So what does matter?? What WOULD compromise safety or potentially cause a fire?
You really only need to keep one thing in mind: You do NOT want to draw more current than what the ENTIRE circuit is rated for. In other words, you must first determine the current capacity of the entire circuit (in terms of amps), and then make sure your load is not pulling more than that value. (Of course, you normally go about it the opposite way: you first determine how much current your load requires, and then connect the load into a properly-rated circuit.)
Quick note: to approximate your load current, simply add up the maximum current draws of each device that’s will be powered simultaneously.
So how do you determine what your circuit is rated for? Simple: Determine the rating of EACH leg in the circuit. The rating of the entire circuit is equal to the rating of the LOWEST RATED LEG.
Here’s an example: Suppose I have an extension cord and a power strip connected together (in series) to a 15 amp wall outlet. The circuit breaker at the panel is rated at 15 amps. The power strip is rated for 15 amps, and the extension cord uses 16 awg wire. What’s the circuit rating? Answer: 12 amps.
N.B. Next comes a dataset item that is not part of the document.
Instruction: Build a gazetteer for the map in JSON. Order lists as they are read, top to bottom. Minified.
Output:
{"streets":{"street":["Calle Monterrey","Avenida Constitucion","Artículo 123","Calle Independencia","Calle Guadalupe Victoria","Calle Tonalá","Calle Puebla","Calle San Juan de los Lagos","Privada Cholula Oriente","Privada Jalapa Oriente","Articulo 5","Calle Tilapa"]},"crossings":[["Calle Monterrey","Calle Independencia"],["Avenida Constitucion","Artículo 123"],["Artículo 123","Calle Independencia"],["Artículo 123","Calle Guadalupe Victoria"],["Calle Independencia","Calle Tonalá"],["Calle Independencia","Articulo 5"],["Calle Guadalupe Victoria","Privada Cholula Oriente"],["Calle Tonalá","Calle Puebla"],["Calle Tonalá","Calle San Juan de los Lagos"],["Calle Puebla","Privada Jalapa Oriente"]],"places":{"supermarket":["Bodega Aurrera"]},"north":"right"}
Why? Because 16 awg wire is only rated for 12 amps. If your load draws between 12 and 15 amps your extension cord should be constructed of 14 awg or heavier wire.
So keep these NEC ratings in mind when calculating the circuit rating:
12 awg Cu wire is rated for 20 amps at room temperature
14 awg Cu wire is rated for 15 amps at room temperature
16 awg Cu wire is rated for 12 amps at room temperature
More examples:
A 12 awg extension cord is connected (in series) to a power strip rated for 15 amps, which is then plugged into a 15 amp outlet. The circuit breaker is rated at 20 amps. What’s the circuit rating? Answer: 15 amps, because both the power strip and outlet are rated for 15 amps (the extension cord is rated for 20 amps, which is fine).
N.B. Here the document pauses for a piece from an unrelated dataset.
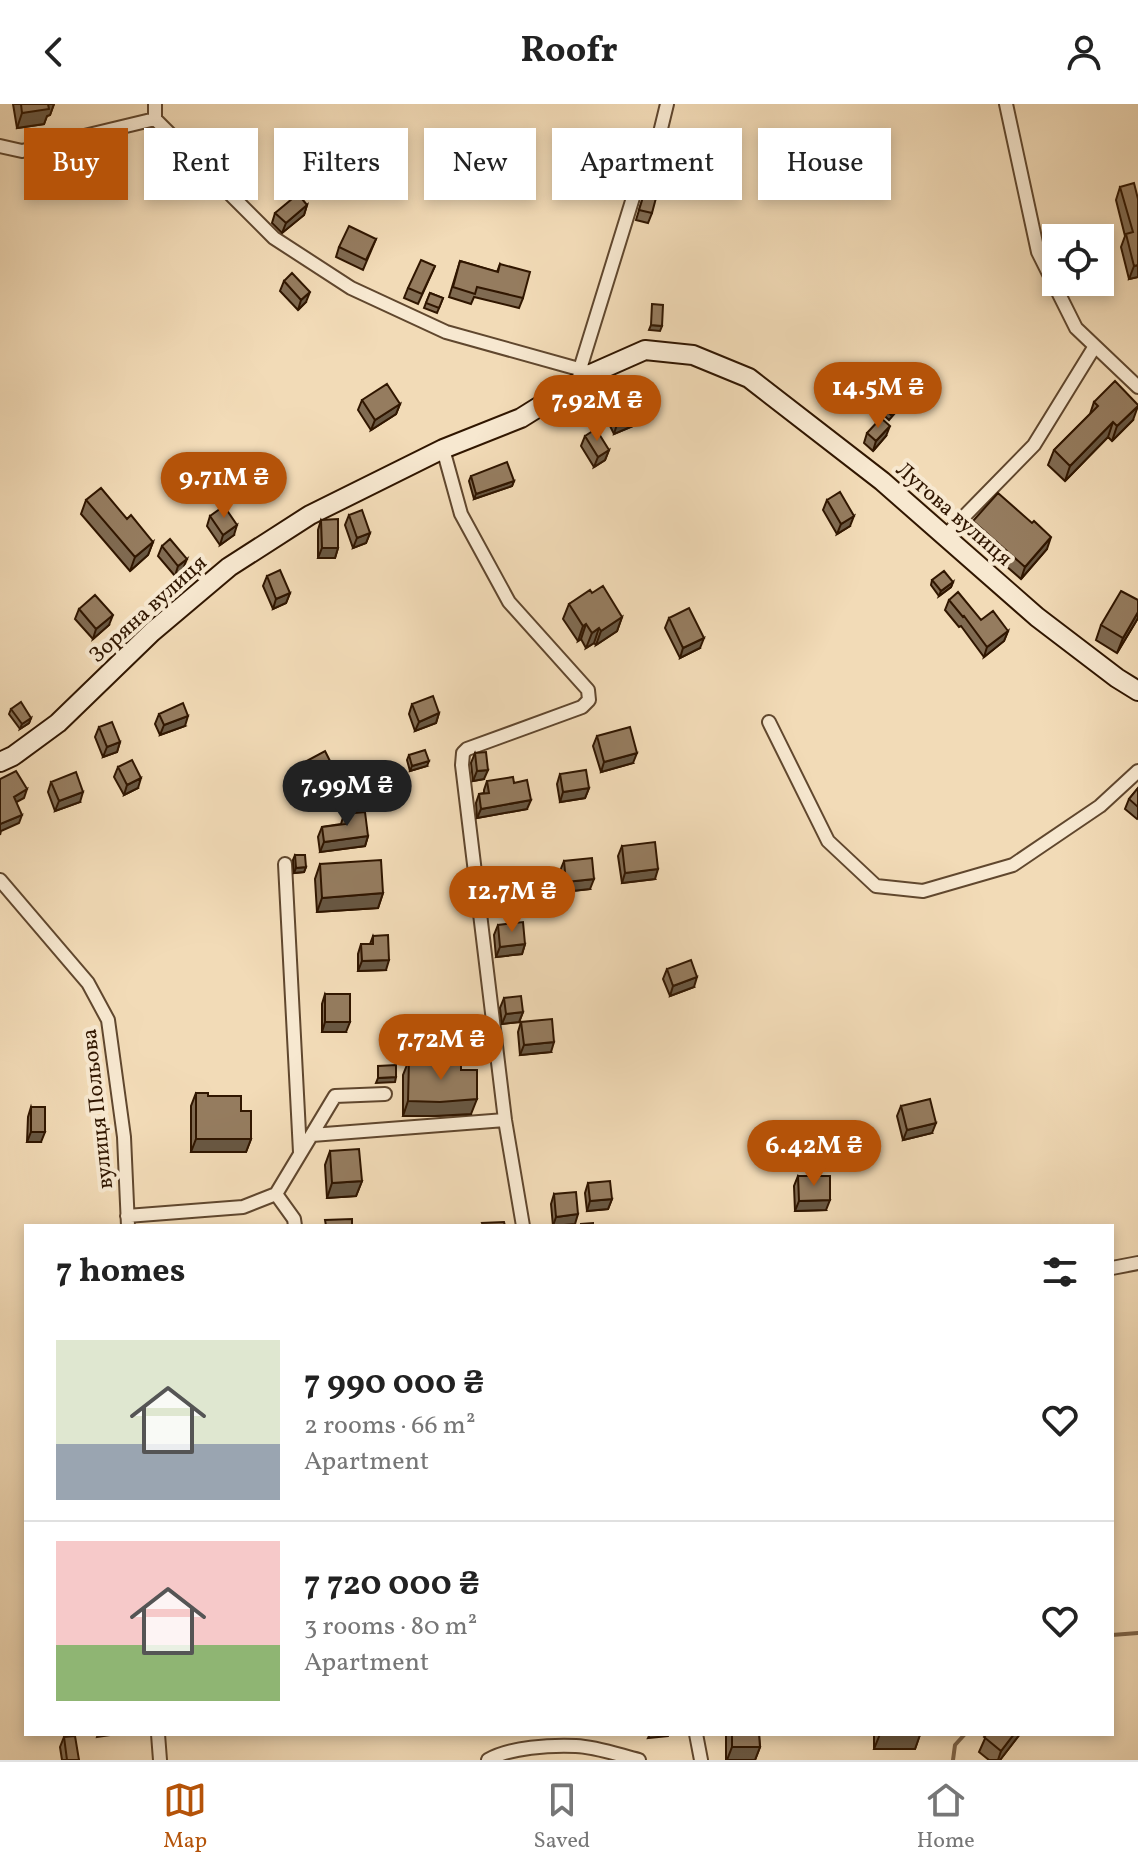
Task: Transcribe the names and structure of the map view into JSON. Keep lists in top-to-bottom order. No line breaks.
{"streets":{"street":["Лугова вулиця","Зоряна вулиця","вулиця Польова"]},"crossings":[["Лугова вулиця","Зоряна вулиця"]],"page":{"header":"Roofr","chip":["Buy","Rent","Filters","New","Apartment","House"],"price":["14.5M ₴","7.92M ₴","9.71M ₴","7.99M ₴","12.7M ₴","7.72M ₴","6.42M ₴"],"heading":"7 homes","list":[{"name":"7 990 000 ₴","note":"2 rooms · 66 m² · Apartment"},{"name":"7 720 000 ₴","note":"3 rooms · 80 m² · Apartment"}],"tabs":["Map","Saved","Home"]}}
A 14 awg extension cord is connected to a 10 amp outlet. The circuit breaker is rated for 15 amps. What’s the circuit rating? Answer: 10 amps, since the outlet is rated for 10 amps.
A 14 awg extension cord is connected (in series) to a 20 amp power strip, which in turn is connected to a 20 amp outlet. The circuit breaker is 20 amps. What’s the circuit rating at the end of the extension cord? Answer: 15 amps. What’s the circuit rating at the power strip? Answer: 20 amps.
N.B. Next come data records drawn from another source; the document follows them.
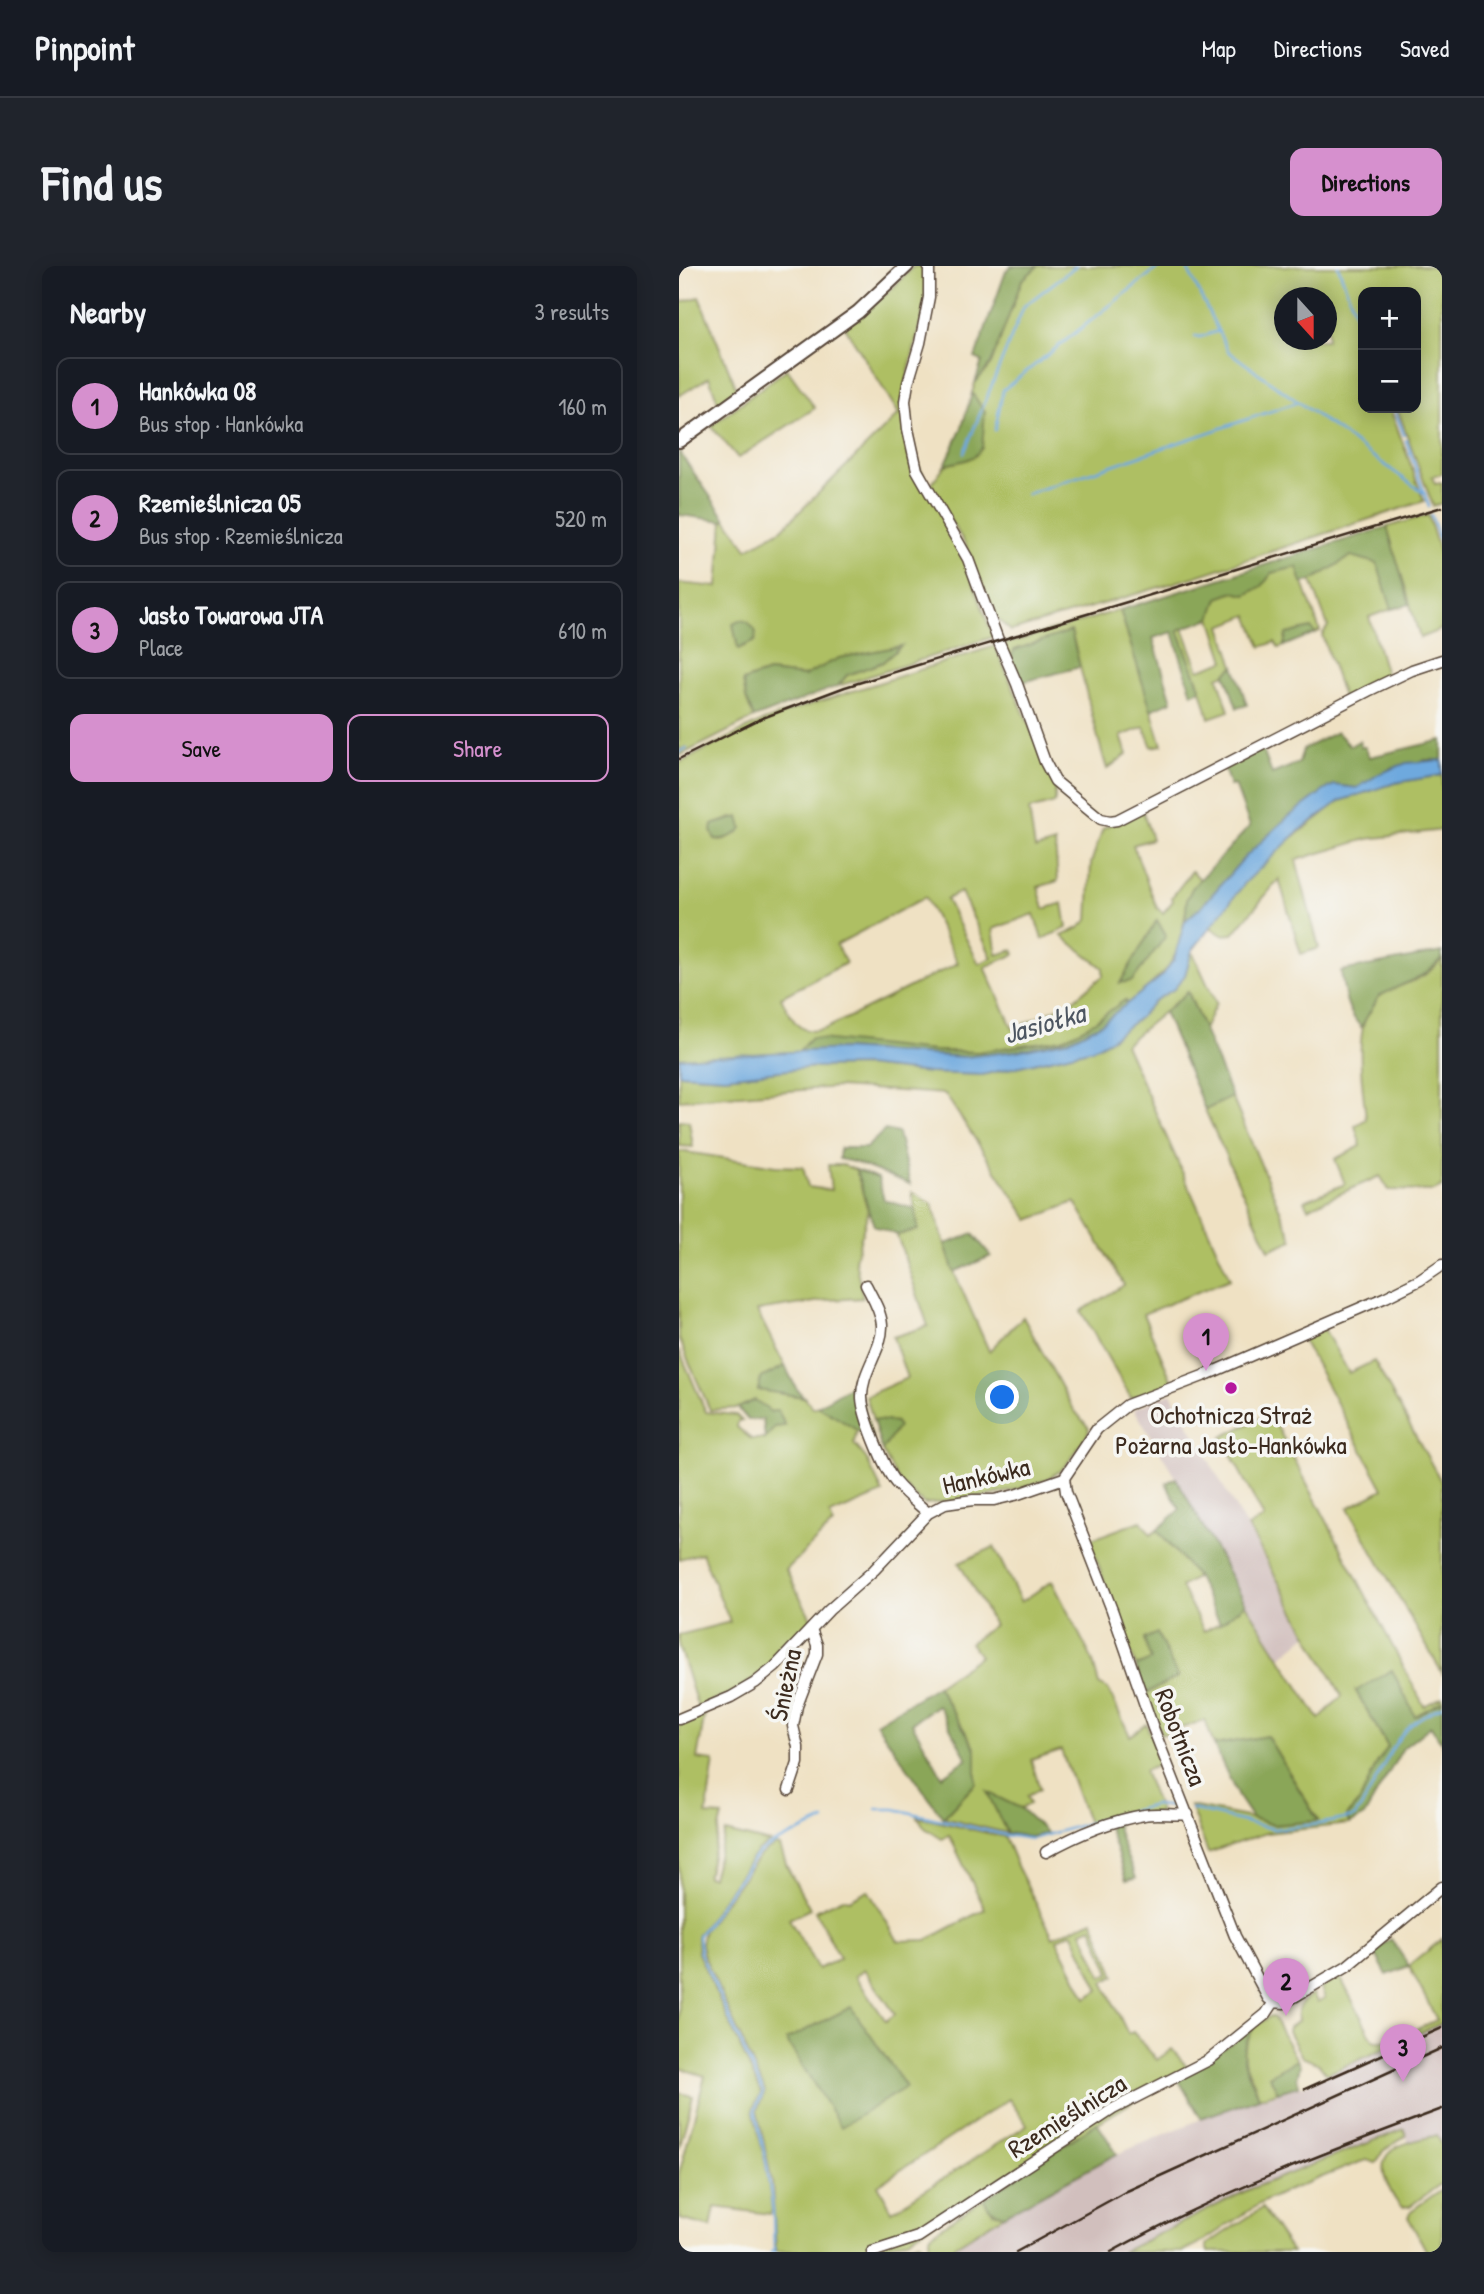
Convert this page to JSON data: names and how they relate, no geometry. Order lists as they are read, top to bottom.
{
  "streets": {
    "street": [
      "Hankówka",
      "Śnieżna",
      "Robotnicza",
      "Rzemieślnicza"
    ]
  },
  "crossings": [
    ["Hankówka", "Śnieżna"],
    ["Hankówka", "Robotnicza"],
    ["Robotnicza", "Rzemieślnicza"]
  ],
  "water": ["Jasiołka"],
  "places": ["Ochotnicza Straż Pożarna Jasło-Hankówka"],
  "north": "bottom",
  "page": {
    "header": "Pinpoint",
    "nav": ["Map", "Directions", "Saved"],
    "buttons": [
      "Directions",
      ["Save", "Share"]
    ],
    "title": "Find us",
    "heading": ["Nearby", "3 results"],
    "map_buttons": ["+", "−"],
    "list": [
      {
        "mark": "1",
        "name": "Hankówka 08",
        "note": "Bus stop · Hankówka",
        "value": "160 m"
      },
      {
        "mark": "2",
        "name": "Rzemieślnicza 05",
        "note": "Bus stop · Rzemieślnicza",
        "value": "520 m"
      },
      {
        "mark": "3",
        "name": "Jasło Towarowa JTA",
        "note": "Place",
        "value": "610 m"
      }
    ],
    "pins": ["1", "2", "3"]
  }
}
So there you have it. It does not matter how many things you have plugged into an outlet, or how many extension cords and/or terminal strips you have plugged in. The only thing that really matters is the rating of the entire circuit.
Michael Craft
Electrical Engineer
University of Dayton
Dayton, OH
Looks like the only thing not covered here is overloading.
If you plug 7 15 amp power strips in the 7 outlets that are part of a circuit protected by lets say a 30 amp fuse, the potential, Now calm down electricians, load looks like 105 amps.
Wrong!!!
You can only load the circuit with 30 amps total. The 15 amp breakers only protect from the things plugged into them.
But First
Remember that this is a old house.
It is common practice to put 30 amp fuses in to replace 20 amp fuses.
“Well I just got tired of replacing it”
That is where things get dangerous.
You have the potential,sorry I can’t think of another word,of overloading the circuit 30%.
Crafter man Welcome.I turn explaining that over to you.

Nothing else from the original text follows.